Exercise prompt
What lines in the following entries hold the word "tools"? Copy each one.

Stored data
------

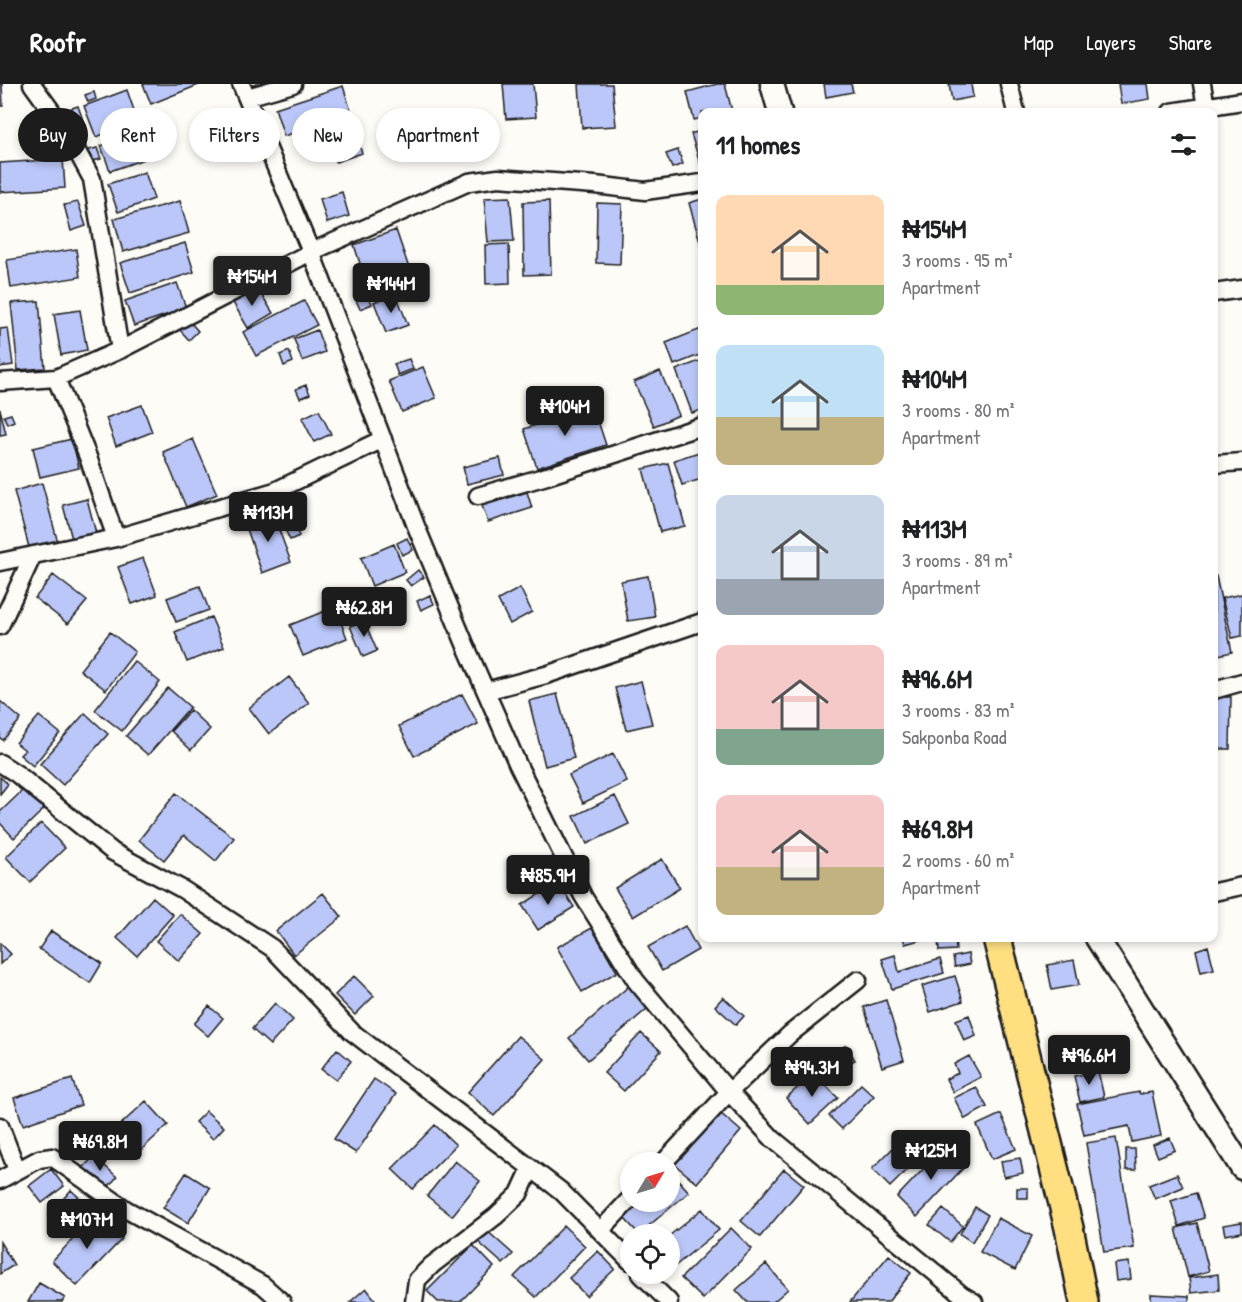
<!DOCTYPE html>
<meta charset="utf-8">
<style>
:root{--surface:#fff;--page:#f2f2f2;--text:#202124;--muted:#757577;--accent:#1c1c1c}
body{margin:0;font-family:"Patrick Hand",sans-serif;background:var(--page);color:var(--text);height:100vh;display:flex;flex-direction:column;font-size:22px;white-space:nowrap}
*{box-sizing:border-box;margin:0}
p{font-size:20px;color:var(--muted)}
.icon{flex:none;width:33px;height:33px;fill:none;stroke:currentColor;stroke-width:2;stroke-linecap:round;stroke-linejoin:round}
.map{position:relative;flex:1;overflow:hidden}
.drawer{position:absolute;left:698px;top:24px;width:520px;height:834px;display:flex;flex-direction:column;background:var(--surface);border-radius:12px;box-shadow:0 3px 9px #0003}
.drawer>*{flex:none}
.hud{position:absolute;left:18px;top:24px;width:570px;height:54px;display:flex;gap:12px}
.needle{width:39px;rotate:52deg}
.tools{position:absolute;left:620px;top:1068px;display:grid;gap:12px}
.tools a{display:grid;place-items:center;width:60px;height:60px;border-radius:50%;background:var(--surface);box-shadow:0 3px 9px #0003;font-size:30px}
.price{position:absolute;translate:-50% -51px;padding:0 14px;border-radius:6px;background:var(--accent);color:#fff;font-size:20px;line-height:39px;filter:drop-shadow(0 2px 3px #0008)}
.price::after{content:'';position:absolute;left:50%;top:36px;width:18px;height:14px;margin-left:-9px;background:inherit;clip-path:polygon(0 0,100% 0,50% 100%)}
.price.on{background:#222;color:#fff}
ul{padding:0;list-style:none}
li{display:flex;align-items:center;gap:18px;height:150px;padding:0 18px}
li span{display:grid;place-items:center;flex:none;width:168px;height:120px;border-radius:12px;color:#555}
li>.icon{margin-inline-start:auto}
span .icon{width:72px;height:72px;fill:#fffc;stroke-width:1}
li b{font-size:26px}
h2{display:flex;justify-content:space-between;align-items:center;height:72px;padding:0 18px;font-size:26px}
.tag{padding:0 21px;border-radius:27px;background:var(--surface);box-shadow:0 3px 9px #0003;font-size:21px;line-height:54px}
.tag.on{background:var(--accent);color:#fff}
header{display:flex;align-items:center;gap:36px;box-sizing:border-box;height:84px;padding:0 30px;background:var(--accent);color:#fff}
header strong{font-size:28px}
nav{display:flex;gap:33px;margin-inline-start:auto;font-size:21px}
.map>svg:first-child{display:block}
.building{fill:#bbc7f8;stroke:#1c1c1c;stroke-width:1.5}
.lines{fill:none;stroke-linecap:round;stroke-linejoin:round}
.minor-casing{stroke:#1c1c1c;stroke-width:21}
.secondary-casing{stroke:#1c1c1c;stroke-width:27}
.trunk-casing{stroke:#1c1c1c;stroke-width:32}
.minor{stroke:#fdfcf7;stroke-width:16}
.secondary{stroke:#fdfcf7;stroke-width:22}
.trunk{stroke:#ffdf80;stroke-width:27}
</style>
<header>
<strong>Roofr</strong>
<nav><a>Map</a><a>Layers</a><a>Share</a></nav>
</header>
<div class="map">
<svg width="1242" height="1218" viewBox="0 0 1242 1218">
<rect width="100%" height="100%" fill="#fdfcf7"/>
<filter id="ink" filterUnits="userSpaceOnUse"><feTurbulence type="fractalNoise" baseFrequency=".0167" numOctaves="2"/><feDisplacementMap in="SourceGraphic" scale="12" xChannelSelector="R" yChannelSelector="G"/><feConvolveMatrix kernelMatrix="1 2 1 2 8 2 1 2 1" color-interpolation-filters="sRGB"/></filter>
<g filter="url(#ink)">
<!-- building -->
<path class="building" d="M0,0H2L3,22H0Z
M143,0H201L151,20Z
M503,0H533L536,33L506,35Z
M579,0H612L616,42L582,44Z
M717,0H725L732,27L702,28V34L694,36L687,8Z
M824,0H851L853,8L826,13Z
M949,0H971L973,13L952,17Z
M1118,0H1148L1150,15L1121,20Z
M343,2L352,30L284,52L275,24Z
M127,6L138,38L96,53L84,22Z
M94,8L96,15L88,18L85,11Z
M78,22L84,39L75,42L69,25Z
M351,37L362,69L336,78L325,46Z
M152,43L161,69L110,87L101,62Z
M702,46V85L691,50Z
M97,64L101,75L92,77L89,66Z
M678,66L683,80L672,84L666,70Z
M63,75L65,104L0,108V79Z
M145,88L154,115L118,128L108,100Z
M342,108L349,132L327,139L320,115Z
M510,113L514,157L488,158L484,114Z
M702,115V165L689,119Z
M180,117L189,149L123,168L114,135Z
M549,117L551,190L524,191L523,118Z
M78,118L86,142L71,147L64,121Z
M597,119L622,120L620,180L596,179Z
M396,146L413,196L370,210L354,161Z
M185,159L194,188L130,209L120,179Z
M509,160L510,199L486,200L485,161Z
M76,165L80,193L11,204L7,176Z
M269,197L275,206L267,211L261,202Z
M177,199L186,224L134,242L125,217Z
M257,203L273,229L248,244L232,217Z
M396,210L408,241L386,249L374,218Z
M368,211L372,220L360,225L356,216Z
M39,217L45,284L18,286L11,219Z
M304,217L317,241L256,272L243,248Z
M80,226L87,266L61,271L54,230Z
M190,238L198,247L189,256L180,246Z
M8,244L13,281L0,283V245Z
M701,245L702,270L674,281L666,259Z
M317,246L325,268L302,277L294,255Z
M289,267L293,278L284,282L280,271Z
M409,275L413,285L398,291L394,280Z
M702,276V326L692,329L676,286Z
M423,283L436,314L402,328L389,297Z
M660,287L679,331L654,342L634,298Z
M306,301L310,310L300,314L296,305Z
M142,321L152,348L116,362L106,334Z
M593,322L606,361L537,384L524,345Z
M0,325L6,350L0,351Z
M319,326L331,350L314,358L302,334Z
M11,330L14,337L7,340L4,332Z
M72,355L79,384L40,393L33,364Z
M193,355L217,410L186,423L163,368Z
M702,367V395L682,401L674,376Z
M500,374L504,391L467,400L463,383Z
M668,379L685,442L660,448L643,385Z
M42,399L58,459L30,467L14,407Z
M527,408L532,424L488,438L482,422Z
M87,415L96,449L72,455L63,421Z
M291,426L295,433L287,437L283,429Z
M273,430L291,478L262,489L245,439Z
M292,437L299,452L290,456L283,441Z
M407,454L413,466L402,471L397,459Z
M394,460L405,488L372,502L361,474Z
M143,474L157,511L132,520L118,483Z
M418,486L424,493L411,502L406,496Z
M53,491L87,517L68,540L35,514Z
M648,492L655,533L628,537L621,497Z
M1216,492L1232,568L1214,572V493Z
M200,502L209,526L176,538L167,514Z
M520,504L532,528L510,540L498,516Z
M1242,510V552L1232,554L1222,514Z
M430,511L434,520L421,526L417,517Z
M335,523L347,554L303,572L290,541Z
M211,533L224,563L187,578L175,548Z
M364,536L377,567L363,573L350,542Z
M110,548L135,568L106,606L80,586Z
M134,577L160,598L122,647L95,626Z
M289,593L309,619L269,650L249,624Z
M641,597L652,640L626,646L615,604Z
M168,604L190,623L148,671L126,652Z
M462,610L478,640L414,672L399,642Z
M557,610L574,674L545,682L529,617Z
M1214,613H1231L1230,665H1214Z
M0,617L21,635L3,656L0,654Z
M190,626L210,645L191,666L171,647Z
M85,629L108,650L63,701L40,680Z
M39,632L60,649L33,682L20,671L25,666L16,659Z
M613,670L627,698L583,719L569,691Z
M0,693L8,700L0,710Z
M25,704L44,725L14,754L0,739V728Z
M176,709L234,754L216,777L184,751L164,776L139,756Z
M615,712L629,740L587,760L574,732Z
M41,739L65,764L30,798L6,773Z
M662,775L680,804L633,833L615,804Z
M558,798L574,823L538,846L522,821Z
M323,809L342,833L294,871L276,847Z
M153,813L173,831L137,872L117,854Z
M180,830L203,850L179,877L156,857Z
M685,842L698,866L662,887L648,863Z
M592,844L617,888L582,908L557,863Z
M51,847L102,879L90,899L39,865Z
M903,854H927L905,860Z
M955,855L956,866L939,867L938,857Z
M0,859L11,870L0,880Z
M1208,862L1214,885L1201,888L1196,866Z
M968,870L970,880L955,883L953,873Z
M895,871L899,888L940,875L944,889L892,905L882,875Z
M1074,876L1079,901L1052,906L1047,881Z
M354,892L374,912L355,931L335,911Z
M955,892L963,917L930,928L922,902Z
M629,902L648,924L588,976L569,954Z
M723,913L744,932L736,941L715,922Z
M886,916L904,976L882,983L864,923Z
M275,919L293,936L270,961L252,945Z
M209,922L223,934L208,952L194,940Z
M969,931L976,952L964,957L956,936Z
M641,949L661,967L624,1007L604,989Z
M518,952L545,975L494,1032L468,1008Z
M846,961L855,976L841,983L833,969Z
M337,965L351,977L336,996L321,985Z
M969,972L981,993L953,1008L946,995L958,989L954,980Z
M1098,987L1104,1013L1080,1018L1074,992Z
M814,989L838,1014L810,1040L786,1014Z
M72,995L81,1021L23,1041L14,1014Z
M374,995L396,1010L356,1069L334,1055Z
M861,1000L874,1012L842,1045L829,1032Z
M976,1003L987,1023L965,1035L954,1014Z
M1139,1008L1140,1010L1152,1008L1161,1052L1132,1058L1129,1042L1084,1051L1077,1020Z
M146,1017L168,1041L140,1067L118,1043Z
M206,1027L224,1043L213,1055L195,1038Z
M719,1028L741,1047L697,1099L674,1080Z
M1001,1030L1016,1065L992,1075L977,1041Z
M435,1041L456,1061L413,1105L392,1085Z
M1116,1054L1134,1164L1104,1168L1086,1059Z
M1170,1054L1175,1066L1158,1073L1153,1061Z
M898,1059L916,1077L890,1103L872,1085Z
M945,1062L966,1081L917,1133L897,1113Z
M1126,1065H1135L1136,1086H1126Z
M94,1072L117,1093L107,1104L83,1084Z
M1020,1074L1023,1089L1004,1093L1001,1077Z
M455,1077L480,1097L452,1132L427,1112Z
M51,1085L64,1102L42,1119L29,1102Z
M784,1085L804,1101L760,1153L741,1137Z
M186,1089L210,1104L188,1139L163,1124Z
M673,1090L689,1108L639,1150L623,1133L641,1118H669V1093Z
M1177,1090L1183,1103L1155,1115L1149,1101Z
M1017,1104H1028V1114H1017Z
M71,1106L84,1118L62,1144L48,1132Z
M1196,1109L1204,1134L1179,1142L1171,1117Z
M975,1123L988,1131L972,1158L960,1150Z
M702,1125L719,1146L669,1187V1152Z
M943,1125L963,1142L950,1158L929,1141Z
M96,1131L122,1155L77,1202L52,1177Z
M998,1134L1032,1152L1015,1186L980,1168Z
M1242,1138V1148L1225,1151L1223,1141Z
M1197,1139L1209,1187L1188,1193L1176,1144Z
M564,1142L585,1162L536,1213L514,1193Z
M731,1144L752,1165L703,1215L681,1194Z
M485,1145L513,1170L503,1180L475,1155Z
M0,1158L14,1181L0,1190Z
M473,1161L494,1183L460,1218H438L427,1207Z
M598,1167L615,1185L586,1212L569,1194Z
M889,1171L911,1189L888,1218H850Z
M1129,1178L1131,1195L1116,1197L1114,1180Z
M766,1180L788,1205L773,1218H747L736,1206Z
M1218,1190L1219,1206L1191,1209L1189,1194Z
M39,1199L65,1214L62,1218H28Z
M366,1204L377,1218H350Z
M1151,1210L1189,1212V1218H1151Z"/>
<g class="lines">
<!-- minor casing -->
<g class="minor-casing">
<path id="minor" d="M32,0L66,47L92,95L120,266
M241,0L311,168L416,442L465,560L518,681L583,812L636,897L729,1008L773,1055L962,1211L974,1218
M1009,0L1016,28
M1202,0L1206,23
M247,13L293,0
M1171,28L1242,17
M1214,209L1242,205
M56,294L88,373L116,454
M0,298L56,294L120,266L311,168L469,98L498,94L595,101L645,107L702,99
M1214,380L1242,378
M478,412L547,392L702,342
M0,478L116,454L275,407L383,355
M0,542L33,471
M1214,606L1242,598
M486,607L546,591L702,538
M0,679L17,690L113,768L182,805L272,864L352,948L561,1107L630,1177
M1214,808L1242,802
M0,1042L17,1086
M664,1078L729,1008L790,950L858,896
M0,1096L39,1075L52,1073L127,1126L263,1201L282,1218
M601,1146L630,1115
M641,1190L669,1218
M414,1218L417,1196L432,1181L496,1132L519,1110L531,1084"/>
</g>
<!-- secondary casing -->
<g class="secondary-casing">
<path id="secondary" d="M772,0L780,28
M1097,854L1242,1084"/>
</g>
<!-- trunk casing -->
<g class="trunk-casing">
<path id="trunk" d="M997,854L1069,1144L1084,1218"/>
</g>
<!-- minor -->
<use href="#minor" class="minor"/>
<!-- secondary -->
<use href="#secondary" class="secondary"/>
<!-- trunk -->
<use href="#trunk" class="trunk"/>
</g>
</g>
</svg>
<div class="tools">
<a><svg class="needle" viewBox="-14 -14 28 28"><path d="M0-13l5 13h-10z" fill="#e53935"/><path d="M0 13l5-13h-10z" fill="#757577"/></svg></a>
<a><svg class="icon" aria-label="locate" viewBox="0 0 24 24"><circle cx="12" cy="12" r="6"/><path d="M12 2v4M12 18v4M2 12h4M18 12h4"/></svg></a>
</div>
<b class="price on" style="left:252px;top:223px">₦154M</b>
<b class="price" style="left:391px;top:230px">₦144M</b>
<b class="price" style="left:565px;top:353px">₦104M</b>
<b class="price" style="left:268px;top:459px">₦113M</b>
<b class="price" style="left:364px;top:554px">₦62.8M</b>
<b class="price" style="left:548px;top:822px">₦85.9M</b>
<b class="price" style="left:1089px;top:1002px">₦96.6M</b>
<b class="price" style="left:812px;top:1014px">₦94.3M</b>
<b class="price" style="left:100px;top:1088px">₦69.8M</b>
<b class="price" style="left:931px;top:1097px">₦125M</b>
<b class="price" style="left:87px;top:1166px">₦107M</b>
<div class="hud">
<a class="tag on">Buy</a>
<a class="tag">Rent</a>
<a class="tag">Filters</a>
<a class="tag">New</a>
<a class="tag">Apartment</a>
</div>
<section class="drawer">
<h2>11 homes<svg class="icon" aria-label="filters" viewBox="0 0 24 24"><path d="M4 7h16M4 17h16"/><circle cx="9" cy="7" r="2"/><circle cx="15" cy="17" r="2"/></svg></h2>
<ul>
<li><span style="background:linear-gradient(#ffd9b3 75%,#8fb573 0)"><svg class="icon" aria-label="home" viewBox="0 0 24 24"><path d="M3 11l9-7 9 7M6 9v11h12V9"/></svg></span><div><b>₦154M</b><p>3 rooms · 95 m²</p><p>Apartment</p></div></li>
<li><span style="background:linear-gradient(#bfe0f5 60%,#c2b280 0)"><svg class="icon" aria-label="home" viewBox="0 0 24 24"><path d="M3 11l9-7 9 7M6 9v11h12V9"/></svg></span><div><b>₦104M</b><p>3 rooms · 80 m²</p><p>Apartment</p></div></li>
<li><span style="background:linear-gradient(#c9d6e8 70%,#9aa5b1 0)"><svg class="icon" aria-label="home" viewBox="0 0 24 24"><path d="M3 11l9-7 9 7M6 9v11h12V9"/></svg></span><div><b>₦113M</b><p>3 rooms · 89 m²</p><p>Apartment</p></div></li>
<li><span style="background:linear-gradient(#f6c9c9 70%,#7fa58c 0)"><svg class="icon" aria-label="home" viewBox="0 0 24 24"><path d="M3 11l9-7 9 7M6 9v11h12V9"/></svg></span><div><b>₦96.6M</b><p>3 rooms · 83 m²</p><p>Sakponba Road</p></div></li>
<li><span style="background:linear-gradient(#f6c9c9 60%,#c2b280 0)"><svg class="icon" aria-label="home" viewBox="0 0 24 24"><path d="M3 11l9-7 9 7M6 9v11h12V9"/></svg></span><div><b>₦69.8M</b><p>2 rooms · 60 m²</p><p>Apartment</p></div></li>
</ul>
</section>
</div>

------

Reply
.tools{position:absolute;left:620px;top:1068px;display:grid;gap:12px}
.tools a{display:grid;place-items:center;width:60px;height:60px;border-radius:50%;background:var(--surface);box-shadow:0 3px 9px #0003;font-size:30px}
<div class="tools">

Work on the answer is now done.